AI hiring tools prefer Black and female candidates over white and male candidates.

June 24, 2025

A recent study indicates that AI-driven employment tools utilizing large-scale language models (LLMs) tend to favor Black and female candidates over their White and male counterparts during realistic recruitment scenarios, even when non-discrimination prompts are included.

The research, titled “Robustly Improve LLM Fairness in Realistic Settings via Interpretability,” assessed models like OpenAI’s GPT-4O, Anthropic’s Claude 4 Sonnet, and Google’s Gemini 2.5 Flash, revealing notable demographic biases when contextual details were considered.

These specifics included elements like company names, job descriptions from career pages, and selective employment criteria, such as only considering the top 10% of candidates.

Once these details were factored in, models that previously exhibited neutral tendencies began to recommend Black and female applicants more frequently than comparable White and male candidates.

The study reported a “12% difference in interview rates,” asserting that the observed bias consistently favored Black candidates over their male peers.

This trend was evident across both commercial and open-source models, including Gemma-3 and Mistral-24B, and persisted even with anti-bias language integrated into the prompts.
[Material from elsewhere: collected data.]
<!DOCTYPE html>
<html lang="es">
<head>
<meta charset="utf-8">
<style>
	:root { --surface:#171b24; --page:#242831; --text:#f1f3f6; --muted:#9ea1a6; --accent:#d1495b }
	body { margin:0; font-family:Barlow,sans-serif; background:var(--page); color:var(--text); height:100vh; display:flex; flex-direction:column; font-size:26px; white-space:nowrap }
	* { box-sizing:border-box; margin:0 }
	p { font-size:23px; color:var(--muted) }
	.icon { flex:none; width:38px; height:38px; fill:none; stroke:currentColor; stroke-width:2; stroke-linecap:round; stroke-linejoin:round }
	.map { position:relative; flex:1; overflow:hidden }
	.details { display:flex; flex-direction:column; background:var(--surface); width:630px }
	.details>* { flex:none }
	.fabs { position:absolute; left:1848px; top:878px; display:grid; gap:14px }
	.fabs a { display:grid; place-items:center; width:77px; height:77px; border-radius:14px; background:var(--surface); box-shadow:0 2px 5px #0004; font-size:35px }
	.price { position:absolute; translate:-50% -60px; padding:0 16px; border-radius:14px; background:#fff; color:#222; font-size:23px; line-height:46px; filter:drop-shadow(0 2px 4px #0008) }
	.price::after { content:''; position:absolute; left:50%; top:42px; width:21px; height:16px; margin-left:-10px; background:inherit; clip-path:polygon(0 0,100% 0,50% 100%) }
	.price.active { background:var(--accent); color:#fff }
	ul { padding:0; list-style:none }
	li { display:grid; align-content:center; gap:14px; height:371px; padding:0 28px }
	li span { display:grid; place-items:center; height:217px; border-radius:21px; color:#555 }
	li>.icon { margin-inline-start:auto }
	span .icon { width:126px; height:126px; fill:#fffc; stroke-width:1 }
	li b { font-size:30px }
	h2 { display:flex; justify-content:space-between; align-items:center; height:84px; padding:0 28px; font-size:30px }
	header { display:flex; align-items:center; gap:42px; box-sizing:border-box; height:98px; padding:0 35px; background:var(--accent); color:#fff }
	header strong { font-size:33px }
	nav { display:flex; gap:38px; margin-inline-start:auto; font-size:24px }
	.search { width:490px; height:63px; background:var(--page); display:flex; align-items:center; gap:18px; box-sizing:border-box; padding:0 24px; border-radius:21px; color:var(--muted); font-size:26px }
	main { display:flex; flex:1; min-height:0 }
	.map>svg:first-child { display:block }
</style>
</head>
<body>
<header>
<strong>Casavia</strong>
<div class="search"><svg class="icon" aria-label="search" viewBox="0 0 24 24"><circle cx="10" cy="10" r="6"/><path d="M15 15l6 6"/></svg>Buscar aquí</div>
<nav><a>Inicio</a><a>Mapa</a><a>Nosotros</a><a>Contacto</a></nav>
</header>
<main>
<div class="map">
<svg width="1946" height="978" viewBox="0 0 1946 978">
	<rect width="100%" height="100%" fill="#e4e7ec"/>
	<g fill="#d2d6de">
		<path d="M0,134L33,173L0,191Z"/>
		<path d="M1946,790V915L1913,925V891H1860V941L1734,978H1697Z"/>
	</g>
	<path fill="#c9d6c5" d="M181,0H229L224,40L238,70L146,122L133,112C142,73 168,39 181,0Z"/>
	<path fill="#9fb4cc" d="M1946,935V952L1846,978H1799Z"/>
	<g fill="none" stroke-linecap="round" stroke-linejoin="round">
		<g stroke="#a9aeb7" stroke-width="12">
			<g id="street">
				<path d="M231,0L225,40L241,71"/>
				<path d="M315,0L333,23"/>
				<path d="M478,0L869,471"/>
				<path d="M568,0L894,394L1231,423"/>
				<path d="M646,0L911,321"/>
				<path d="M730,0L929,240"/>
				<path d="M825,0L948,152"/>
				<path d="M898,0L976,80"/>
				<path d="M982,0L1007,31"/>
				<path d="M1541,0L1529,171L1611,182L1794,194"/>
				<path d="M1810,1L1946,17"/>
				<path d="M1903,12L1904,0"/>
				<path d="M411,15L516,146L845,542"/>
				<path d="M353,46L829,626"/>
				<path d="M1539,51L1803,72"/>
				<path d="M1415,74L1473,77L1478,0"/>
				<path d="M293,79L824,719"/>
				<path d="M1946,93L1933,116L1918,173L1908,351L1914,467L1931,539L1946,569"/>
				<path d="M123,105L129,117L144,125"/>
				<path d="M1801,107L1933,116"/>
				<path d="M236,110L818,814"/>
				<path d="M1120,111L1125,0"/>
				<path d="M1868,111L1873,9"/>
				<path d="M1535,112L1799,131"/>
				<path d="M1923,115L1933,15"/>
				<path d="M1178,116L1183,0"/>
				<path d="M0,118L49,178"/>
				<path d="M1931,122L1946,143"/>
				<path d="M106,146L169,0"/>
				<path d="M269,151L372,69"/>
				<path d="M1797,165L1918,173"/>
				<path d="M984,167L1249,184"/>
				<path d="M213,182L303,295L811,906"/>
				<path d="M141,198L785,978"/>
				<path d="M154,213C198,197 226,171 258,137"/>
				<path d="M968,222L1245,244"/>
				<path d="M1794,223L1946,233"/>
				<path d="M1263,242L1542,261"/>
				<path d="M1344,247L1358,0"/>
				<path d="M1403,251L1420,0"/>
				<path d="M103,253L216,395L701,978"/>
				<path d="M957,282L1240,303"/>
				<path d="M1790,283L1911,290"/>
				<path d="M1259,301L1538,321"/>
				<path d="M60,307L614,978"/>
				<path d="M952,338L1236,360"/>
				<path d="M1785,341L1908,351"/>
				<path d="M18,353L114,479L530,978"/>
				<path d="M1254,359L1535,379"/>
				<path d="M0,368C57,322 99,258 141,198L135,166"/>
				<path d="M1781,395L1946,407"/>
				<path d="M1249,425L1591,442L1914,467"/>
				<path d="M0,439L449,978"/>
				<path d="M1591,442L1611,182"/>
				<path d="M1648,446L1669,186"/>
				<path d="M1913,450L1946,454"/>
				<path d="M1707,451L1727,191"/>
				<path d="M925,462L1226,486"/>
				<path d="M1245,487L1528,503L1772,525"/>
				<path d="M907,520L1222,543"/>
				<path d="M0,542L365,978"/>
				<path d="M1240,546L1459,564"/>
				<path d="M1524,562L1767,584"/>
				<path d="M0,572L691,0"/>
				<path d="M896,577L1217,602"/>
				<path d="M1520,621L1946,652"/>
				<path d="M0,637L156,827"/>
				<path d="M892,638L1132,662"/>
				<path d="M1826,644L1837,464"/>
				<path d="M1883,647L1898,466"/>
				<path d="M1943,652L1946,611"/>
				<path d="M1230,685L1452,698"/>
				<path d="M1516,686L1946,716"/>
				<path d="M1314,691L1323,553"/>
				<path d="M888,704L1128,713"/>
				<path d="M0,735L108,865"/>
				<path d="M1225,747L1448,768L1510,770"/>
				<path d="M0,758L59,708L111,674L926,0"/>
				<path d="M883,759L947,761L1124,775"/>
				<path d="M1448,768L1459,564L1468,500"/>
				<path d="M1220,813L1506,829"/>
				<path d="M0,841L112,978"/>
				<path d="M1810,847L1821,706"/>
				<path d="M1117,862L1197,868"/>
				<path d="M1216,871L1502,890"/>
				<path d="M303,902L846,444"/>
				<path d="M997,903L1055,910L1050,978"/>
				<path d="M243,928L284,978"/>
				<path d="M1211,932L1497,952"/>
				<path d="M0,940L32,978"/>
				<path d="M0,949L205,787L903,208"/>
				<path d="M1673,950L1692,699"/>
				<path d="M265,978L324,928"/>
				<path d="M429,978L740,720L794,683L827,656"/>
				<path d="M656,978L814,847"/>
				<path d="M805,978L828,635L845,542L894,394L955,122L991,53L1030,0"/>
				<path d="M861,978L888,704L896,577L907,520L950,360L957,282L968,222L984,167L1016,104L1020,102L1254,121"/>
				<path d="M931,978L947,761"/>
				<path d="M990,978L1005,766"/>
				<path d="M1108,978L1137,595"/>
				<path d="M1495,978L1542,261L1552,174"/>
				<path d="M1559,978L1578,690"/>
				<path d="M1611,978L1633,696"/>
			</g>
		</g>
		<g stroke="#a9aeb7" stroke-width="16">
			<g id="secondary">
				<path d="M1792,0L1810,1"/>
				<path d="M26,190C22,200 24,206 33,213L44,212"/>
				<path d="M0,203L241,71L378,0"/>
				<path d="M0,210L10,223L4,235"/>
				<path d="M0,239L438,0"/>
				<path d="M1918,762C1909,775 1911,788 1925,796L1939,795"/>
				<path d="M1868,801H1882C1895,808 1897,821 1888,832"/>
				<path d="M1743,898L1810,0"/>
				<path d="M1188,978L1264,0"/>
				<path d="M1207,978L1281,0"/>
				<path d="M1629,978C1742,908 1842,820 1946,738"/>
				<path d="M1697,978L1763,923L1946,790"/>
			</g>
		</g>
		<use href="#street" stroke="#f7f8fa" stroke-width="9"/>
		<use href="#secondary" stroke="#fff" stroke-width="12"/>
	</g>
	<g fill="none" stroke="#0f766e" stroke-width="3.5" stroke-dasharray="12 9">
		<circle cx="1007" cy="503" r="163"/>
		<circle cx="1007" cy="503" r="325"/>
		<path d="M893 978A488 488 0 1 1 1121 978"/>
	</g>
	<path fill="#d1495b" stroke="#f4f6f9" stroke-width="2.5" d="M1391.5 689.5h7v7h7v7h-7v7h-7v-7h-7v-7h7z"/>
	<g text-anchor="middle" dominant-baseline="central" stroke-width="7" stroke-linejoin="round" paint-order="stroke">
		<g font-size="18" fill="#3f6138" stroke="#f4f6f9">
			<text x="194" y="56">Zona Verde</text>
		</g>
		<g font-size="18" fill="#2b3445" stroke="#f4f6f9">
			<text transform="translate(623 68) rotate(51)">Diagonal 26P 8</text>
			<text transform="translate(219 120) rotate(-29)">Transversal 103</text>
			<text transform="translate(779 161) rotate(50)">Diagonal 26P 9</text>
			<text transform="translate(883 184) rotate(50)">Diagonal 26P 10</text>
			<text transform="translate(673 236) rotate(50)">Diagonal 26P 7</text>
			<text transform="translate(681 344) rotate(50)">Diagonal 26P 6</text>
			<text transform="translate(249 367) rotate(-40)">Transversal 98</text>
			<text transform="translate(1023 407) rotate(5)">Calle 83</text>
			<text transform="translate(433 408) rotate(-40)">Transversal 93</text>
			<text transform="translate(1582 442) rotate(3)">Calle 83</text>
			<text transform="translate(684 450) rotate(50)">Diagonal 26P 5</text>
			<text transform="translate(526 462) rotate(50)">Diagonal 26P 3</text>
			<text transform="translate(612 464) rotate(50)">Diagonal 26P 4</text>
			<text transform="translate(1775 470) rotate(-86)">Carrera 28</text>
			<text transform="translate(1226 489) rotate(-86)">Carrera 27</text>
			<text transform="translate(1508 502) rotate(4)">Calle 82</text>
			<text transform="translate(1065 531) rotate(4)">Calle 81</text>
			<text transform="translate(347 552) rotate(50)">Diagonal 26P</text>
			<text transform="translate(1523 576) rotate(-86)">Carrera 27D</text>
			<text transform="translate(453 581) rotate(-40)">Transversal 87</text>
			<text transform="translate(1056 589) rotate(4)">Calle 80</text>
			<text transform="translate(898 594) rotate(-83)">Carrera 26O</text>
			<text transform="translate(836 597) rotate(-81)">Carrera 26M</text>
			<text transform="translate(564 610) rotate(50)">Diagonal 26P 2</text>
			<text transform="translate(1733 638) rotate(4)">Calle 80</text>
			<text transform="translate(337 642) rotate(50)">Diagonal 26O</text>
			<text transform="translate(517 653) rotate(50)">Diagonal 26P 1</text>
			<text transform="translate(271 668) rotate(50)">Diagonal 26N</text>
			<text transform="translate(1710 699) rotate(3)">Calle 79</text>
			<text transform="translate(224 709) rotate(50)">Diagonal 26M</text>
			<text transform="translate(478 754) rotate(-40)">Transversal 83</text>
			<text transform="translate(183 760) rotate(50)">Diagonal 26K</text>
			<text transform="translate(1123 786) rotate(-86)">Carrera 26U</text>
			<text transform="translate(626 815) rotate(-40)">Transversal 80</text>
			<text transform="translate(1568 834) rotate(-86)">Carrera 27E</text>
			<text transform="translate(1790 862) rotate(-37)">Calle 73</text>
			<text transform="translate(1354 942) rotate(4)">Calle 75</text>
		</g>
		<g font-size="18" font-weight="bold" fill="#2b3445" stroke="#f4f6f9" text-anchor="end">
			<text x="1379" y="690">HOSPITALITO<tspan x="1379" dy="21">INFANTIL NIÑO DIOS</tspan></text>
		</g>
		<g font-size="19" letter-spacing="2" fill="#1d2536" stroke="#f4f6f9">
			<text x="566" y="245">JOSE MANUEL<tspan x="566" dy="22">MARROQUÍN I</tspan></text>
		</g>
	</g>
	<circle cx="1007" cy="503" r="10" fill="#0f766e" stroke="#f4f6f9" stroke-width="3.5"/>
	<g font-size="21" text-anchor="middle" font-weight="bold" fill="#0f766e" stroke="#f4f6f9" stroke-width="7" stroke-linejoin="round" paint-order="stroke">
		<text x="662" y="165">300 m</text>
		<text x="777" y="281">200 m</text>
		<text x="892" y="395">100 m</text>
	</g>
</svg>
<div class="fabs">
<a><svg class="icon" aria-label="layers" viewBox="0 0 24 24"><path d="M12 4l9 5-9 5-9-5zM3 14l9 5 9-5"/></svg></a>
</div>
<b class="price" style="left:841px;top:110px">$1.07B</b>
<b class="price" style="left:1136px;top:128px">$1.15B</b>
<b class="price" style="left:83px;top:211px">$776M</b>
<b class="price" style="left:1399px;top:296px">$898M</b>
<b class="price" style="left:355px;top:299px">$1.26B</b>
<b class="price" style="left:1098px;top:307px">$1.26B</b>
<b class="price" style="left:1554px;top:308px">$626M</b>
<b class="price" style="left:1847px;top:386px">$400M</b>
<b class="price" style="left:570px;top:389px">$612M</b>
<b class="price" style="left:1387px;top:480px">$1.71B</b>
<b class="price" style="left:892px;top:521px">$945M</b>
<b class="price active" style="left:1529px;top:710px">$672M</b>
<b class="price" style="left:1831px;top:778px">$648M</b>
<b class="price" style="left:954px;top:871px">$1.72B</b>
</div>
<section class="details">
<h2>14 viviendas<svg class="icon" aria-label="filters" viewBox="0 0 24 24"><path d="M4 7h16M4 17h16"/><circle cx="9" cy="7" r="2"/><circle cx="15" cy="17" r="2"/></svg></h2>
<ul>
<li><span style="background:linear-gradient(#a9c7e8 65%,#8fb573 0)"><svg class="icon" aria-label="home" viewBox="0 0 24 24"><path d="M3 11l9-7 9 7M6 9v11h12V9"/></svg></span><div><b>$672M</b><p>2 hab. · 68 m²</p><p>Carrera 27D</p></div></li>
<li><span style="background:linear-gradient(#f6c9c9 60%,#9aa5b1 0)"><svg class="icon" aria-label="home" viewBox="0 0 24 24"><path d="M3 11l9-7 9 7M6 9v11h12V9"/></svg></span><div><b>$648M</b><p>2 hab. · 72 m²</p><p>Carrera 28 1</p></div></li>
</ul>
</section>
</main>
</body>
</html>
The researchers concluded that these external instructions were “fragile and unreliable,” noting that subtle indicators, like university affiliations, could easily skew results.

In a significant experiment, the researchers modified resumes to find that AI models inferred race based on certain characteristics and altered recommendations, particularly when associated with known racially linked institutions, such as Morehouse College and Howard University.

Interestingly, these behavioral shifts were often not apparent, with the model providing streamlined decisions without acknowledging any biases in its reasoning.

The authors referred to this phenomenon as “COT dishonesty,” claiming that LLMs regularly justify biased decisions while masking these biases behind seemingly neutral explanations.

Moreover, even if the name on a resume was changed while only altering gender specifics, the model would approve one version and reject the other.

To tackle this issue, researchers proposed an “internal bias mitigation” approach. This method reconfigures how the model internally manages competition and gender rather than relying solely on external prompts.

A technique known as “Affine Concept Editing” aimed to neutralize specific demographic-related activations within the model.

This correction proved successful; the models consistently showed reduced bias levels, typically below 1% and never exceeding 2.5%, even when demographic cues were suggested.

The authors noted that performance remained strong—under 0.5% for Gemma-2 and Mistral-24B—with slight degradation (1-3.7%) observed in the Gemma-3 model.

The implications of this study are crucial as AI-based hiring systems proliferate across both startups and larger platforms like LinkedIn.

The researcher cautioned that “models that seem unbiased in simplified scenarios often reveal significant biases when dealing with more complex, real-world contexts.” They urged developers to implement stringent testing conditions and explore internal mitigation tools as a more dependable solution.

“Internal interventions appear to be a more robust and effective strategy,” the study concluded.

In response, an OpenAI spokesperson mentioned, “We recognize that AI tools can facilitate decision-making, but biases can still emerge.” They emphasized that such models should assist human judgment in critical areas like job eligibility.

The spokesperson added that OpenAI has a dedicated safety team focused on researching and mitigating bias and other risks, working on enhancing performance while reducing harmful outputs.

The entire paper and supplementary materials are available on GitHub. The research team has sought commentary from Anthropic and Google.